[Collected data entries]
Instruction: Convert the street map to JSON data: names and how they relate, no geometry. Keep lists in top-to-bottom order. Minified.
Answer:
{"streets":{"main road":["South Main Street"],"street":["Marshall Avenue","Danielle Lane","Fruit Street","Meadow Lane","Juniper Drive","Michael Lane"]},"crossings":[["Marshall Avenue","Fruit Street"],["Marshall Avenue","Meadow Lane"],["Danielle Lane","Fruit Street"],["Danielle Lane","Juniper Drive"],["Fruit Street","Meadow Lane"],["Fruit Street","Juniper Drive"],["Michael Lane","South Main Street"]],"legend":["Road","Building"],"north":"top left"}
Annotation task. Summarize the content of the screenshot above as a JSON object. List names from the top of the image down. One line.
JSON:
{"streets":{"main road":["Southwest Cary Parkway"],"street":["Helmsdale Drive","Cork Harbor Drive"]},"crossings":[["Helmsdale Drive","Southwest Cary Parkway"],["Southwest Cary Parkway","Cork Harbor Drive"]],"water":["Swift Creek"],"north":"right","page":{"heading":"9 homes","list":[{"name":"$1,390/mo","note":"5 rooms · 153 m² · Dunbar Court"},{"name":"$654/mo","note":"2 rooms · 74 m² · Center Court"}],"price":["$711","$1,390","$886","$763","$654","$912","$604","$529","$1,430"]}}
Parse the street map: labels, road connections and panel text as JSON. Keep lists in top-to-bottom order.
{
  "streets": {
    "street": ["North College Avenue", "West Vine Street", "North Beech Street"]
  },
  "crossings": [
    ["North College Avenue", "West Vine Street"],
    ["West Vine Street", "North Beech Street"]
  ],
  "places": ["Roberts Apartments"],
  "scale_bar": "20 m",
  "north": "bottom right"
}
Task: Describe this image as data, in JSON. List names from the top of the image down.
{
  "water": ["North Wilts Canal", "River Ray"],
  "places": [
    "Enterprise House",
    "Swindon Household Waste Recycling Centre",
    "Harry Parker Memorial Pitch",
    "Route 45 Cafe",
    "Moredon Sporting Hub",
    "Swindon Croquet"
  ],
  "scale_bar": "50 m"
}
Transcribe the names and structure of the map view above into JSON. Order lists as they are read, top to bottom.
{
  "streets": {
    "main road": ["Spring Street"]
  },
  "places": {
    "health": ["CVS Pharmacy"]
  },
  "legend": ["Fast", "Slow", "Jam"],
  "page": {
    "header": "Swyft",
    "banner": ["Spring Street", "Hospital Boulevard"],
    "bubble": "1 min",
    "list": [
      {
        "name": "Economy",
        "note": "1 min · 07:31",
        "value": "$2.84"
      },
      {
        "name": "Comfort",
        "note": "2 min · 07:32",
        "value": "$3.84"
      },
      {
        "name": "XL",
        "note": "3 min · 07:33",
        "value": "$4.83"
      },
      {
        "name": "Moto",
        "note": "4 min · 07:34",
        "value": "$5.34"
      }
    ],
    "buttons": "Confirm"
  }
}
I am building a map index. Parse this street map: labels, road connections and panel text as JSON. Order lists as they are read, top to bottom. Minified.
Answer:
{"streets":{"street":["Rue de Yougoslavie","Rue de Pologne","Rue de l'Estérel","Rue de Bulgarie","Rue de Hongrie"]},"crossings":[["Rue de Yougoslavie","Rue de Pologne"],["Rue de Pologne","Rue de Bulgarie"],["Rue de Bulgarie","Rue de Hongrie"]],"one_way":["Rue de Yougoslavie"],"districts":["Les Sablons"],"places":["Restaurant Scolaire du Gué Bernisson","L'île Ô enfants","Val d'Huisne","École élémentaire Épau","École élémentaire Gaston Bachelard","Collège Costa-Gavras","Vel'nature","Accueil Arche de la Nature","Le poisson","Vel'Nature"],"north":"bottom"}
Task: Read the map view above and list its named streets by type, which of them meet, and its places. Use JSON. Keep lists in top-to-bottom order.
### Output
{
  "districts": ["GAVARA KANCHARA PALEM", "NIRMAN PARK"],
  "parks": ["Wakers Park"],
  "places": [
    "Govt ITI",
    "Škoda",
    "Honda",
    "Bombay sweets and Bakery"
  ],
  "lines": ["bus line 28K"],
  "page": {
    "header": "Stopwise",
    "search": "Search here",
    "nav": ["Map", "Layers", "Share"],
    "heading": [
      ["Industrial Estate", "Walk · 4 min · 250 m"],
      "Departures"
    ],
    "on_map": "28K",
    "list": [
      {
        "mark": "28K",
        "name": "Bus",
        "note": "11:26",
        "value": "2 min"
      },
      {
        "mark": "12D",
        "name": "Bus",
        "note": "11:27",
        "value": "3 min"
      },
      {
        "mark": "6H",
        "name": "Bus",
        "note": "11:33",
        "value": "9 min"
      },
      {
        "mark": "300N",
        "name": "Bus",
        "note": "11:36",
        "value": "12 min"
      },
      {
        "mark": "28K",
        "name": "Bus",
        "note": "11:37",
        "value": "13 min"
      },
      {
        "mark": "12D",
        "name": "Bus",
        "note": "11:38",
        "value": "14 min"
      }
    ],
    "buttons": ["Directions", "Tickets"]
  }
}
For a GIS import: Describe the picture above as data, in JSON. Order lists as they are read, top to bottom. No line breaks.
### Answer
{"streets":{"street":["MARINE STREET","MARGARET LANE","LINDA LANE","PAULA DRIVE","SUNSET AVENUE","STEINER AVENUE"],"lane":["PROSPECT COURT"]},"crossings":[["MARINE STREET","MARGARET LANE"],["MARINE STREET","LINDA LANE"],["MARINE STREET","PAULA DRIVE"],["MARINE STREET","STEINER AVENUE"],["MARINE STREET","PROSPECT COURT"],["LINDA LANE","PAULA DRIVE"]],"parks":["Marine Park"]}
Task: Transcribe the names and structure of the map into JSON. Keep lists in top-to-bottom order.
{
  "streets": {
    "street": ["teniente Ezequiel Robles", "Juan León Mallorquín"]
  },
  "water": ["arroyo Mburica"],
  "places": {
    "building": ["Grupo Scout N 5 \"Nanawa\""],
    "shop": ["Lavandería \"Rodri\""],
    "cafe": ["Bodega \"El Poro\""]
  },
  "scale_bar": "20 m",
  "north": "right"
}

◆ **Exercise**: Match on "Minified" and report each line of the data above that has it.

◆ **Solution**:
Instruction: Convert the street map to JSON data: names and how they relate, no geometry. Keep lists in top-to-bottom order. Minified.
I am building a map index. Parse this street map: labels, road connections and panel text as JSON. Order lists as they are read, top to bottom. Minified.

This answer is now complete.